Main Results (Zero-shot & Fine-tuning)

Dataset: VitalDB (2,150 non-cardiac surgeries, 2s/30s sampling) + in-house dataset (130 test cases).

Zero-shot setting (VitalDB 30S):

Model F1↑ Recall↑ MAE↓ MSE↓
TimesFM 64.17 58.87 6.49 92.77
TimesFM + CSA-TTA 64.90 59.27 6.28 85.28
UniTS 52.23 43.24 7.32 99.96
UniTS + CSA-TTA 57.30 50.70 7.19 95.84

UniTS + CSA-TTA: Recall +7.46%, F1 +5.07%.
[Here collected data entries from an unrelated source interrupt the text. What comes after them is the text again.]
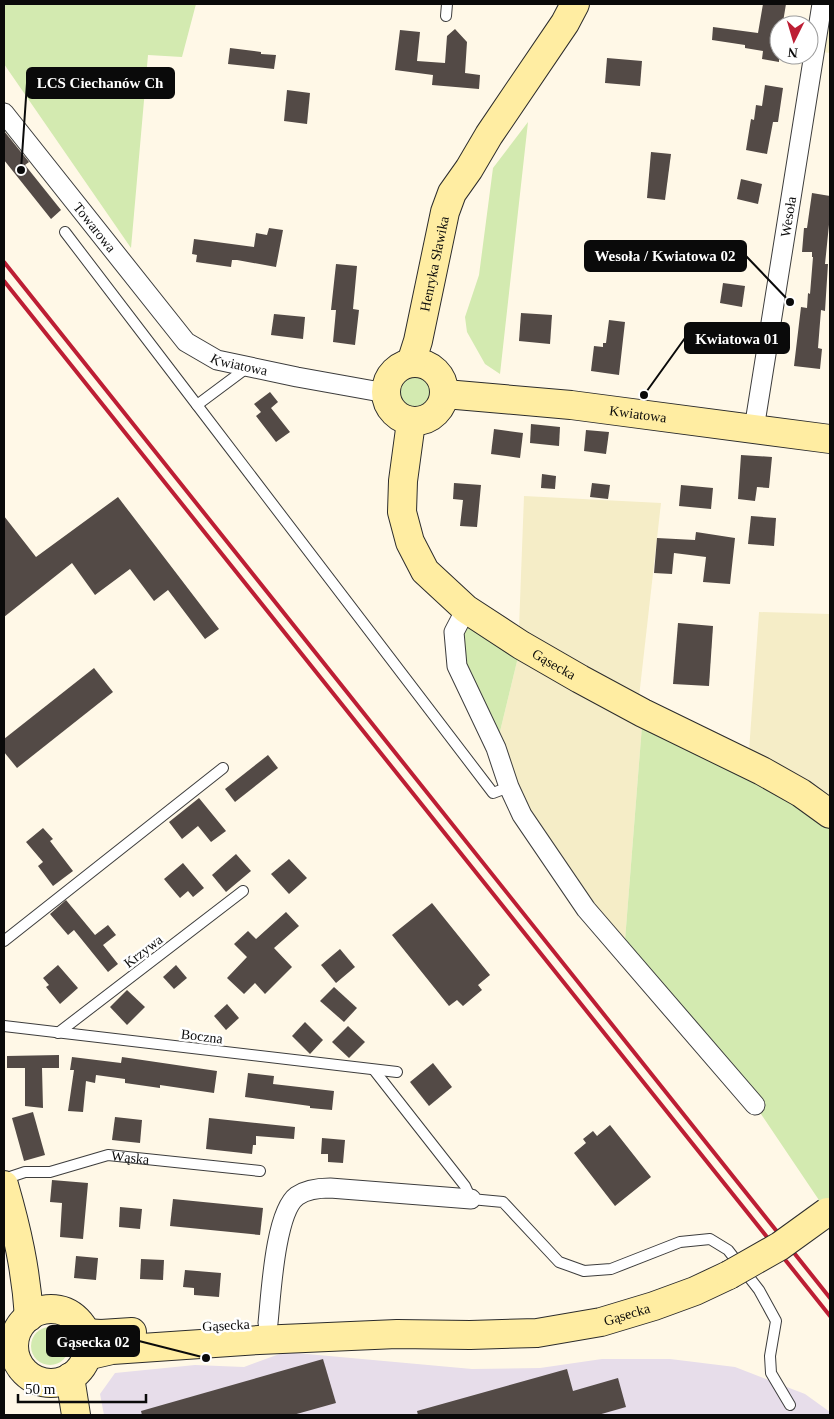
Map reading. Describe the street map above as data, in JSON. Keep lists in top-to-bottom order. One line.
{"streets":{"main road":["Henryka Sławika","Kwiatowa","Gąsecka"],"street":["Wesoła","Towarowa"],"lane":["Krzywa","Boczna","Wąska"]},"crossings":[["Wesoła","Kwiatowa"],["Towarowa","Kwiatowa"],["Henryka Sławika","Kwiatowa"],["Henryka Sławika","Gąsecka"],["Kwiatowa","Gąsecka"],["Krzywa","Boczna"]],"places":["LCS Ciechanów Ch","Wesoła / Kwiatowa 02","Kwiatowa 01","Gąsecka 02"],"scale_bar":"50 m","north":"bottom"}
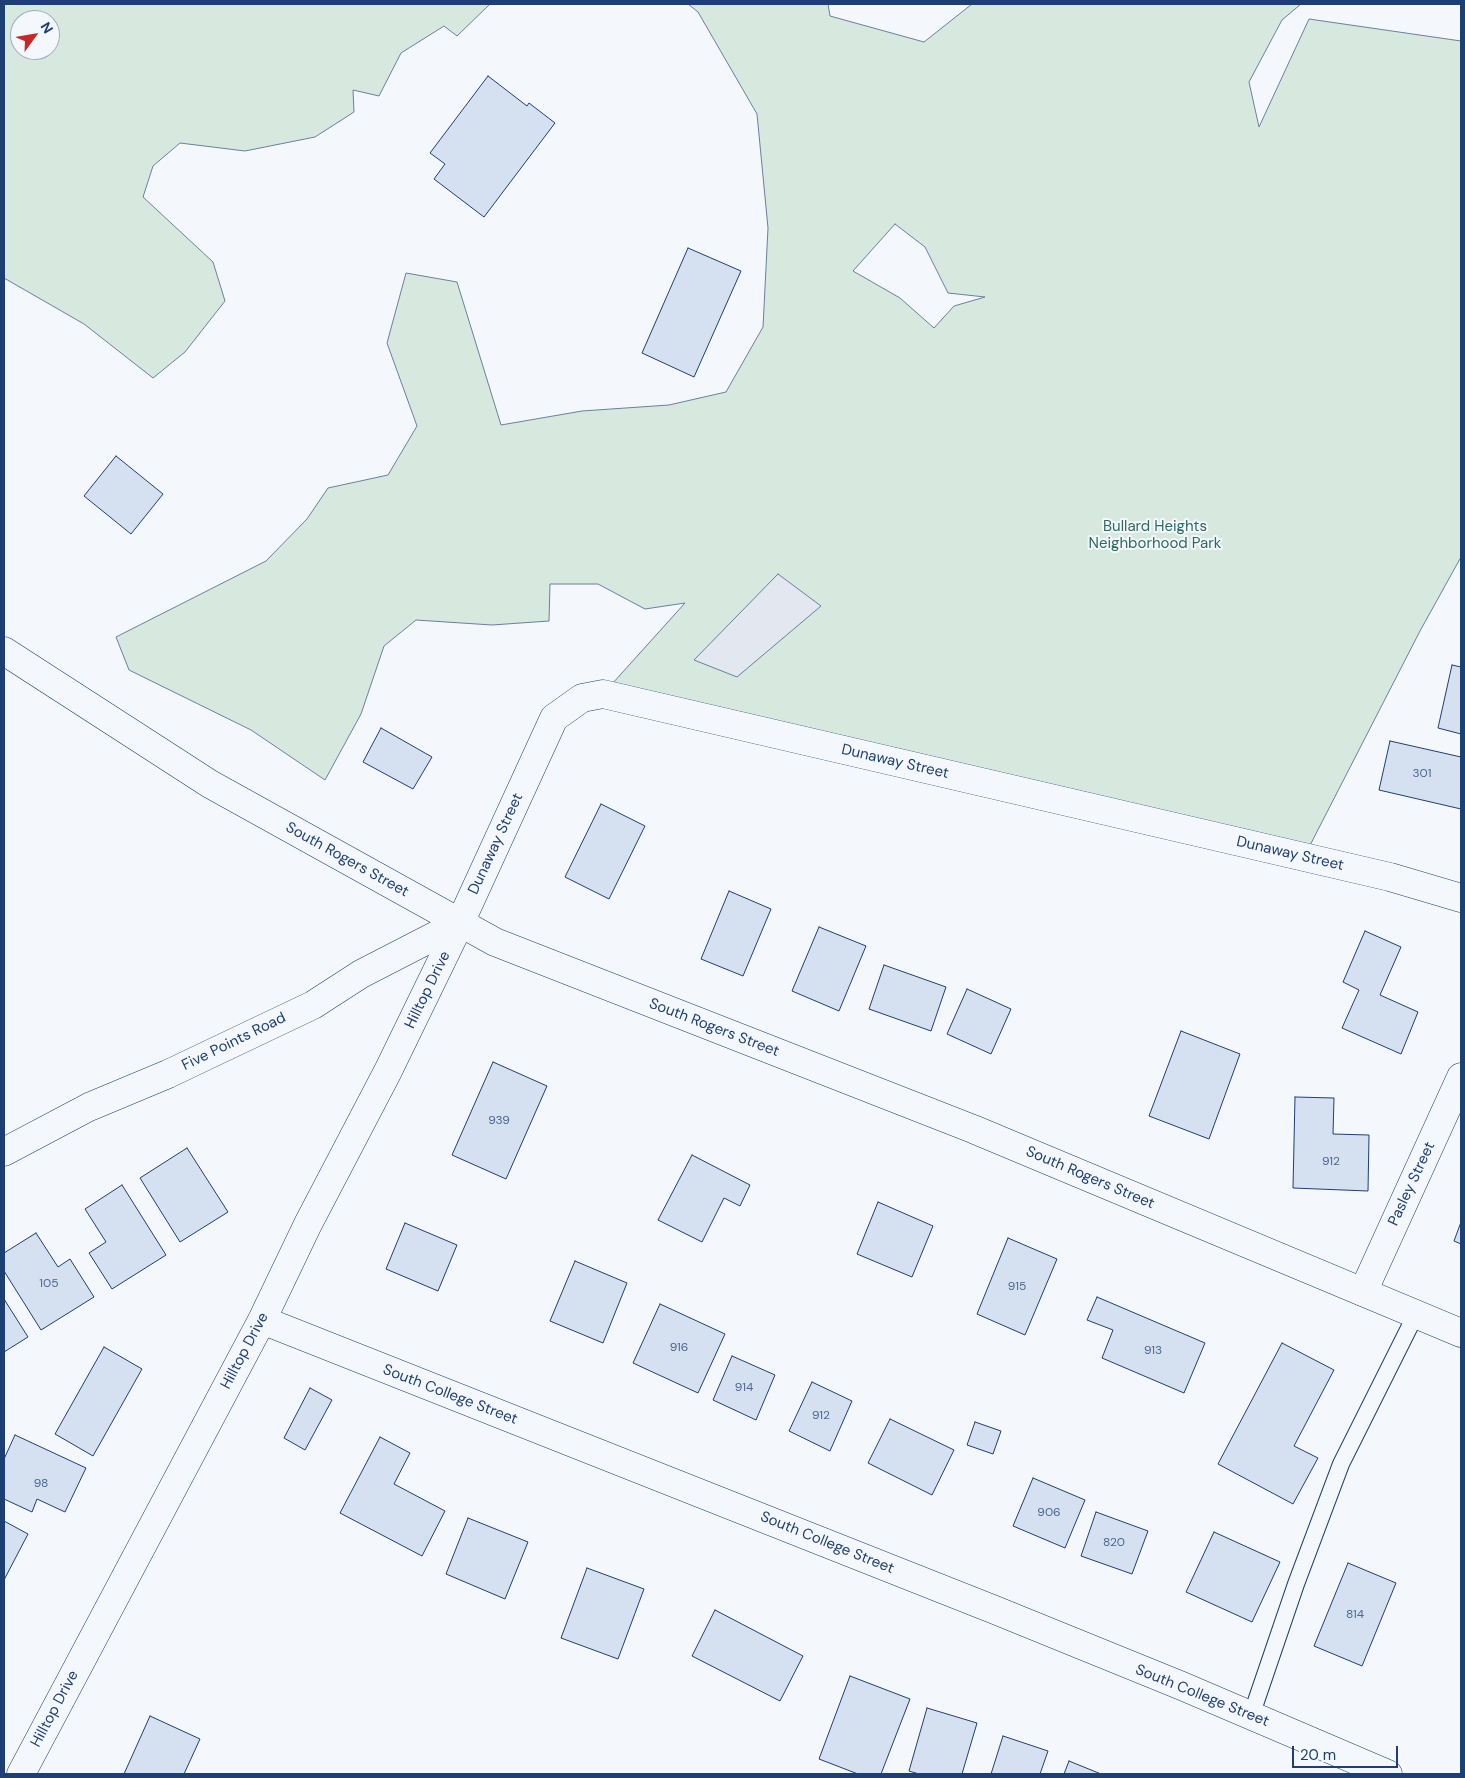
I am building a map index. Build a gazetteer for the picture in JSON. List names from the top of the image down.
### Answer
{
  "streets": {
    "street": [
      "Dunaway Street",
      "South Rogers Street",
      "Hilltop Drive",
      "Five Points Road",
      "Pasley Street",
      "South College Street"
    ]
  },
  "crossings": [
    ["Dunaway Street", "South Rogers Street"],
    ["Dunaway Street", "Hilltop Drive"],
    ["Dunaway Street", "Five Points Road"],
    ["South Rogers Street", "Hilltop Drive"],
    ["South Rogers Street", "Five Points Road"],
    ["South Rogers Street", "Pasley Street"],
    ["Hilltop Drive", "Five Points Road"],
    ["Hilltop Drive", "South College Street"]
  ],
  "parks": ["Bullard Heights Neighborhood Park"],
  "house_numbers": [
    "301",
    "939",
    "912",
    "105",
    "915",
    "916",
    "913",
    "914",
    "912",
    "98",
    "906",
    "820",
    "814"
  ],
  "scale_bar": "20 m",
  "north": "top right"
}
Fine-tuning setting (VitalDB 2S):

Model F1↑ Recall↑ MAE↓ MSE↓
TimesFM 64.20 64.93 6.03 77.87
TTT 64.00 64.77 6.02 77.70
TTT++ 64.10 64.80 6.02 77.68
CSA-TTA 64.83 65.99 5.94 76.19

In-house dataset (zero-shot):

Model F1↑ Recall↑ MAE↓ MSE↓
UniTS 56.10 43.77 6.45 91.97
UniTS + CSA-TTA 63.80 53.33 6.30 88.69

Recall +9.56%, F1 +7.70%.

Ablation Study

Multi-task optimization (TimesFM fine-tuned, 5-minute prediction):

Pred Recon F1 MAE MSE
70.00 4.82 55.81
70.60 4.79 54.08
70.60 4.77 53.17

Data augmentation strategy (fine-tuning setting):

Bank Aug F1 MAE MSE
65.90 5.87 74.79
66.03 5.85 74.19
66.07 5.82 72.93

Top-K selection: \(K=3\) yields F1 = 64.90 and MSE = 85.28, balancing relevance and diversity.

Key Findings

  • CSA-TTA yields larger gains on weaker models (UniTS zero-shot F1 +5.07%), suggesting that cross-sample signals are particularly valuable for underfitting models.
  • The combination of a cross-sample bank and perturbation augmentation outperforms either component used alone.
  • Case studies show that CSA-TTA captures abrupt blood pressure drops and rebounds that standard models smooth over.
  • Computational overhead is manageable: only 1.06% of TimesFM parameters are updated, with approximately 6.6 seconds per epoch.

Highlights & Insights

  1. First application of TTA to personalized IOH prediction: addresses the failure of standard TTA under sparse event conditions.
  2. Elegant cross-sample retrieval design: the two-stage coarse-to-fine pipeline balances efficiency and precision; the K-Shape → DTW combination is well suited to physiological signals.
  3. Plug-and-play compatibility: applicable to arbitrary time series foundation models (TimesFM, UniTS), effective in both zero-shot and fine-tuning settings.
  4. Clinical relevance: improvements in Recall directly reduce the miss rate of hypotensive events.

Limitations & Future Work

  • Zero-shot Precision occasionally degrades (e.g., UniTS on VitalDB 30S: Precision −4.58%), indicating that recall gains come at a partial cost to precision.
  • The cross-sample bank requires sufficiently large historical data, which may be unavailable for newly established clinical units.
  • DTW computational cost scales rapidly with data volume, potentially requiring approximate algorithms.
  • Validation is limited to MAP prediction and has not been extended to other vital signs.
  • The retrieval strategy assumes that similar physiological features imply similar responses, without accounting for specific surgical type or medication differences.
  • TTT/TTT++ provide the foundational TTA paradigm; CSA-TTA extends this by incorporating external information sources.
  • The application of K-Shape clustering to time series retrieval is worth adopting, as it is far more efficient than exhaustive DTW search.
  • The cross-sample bank concept parallels Retrieval-Augmented Generation (RAG), adapted here to the time series adaptation setting.
  • The partial parameter update strategy is generalizable to other online adaptation scenarios.

Rating

  • Novelty: ⭐⭐⭐⭐ — The cross-sample TTA concept is original and addresses a genuine clinical pain point.
  • Experimental Thoroughness: ⭐⭐⭐⭐⭐ — Two datasets, two backbone models, multiple ablations, and case analysis.
  • Writing Quality: ⭐⭐⭐⭐ — Motivation is clear and method description is complete.
  • Value: ⭐⭐⭐⭐ — High practical value with direct applicability to clinical decision support.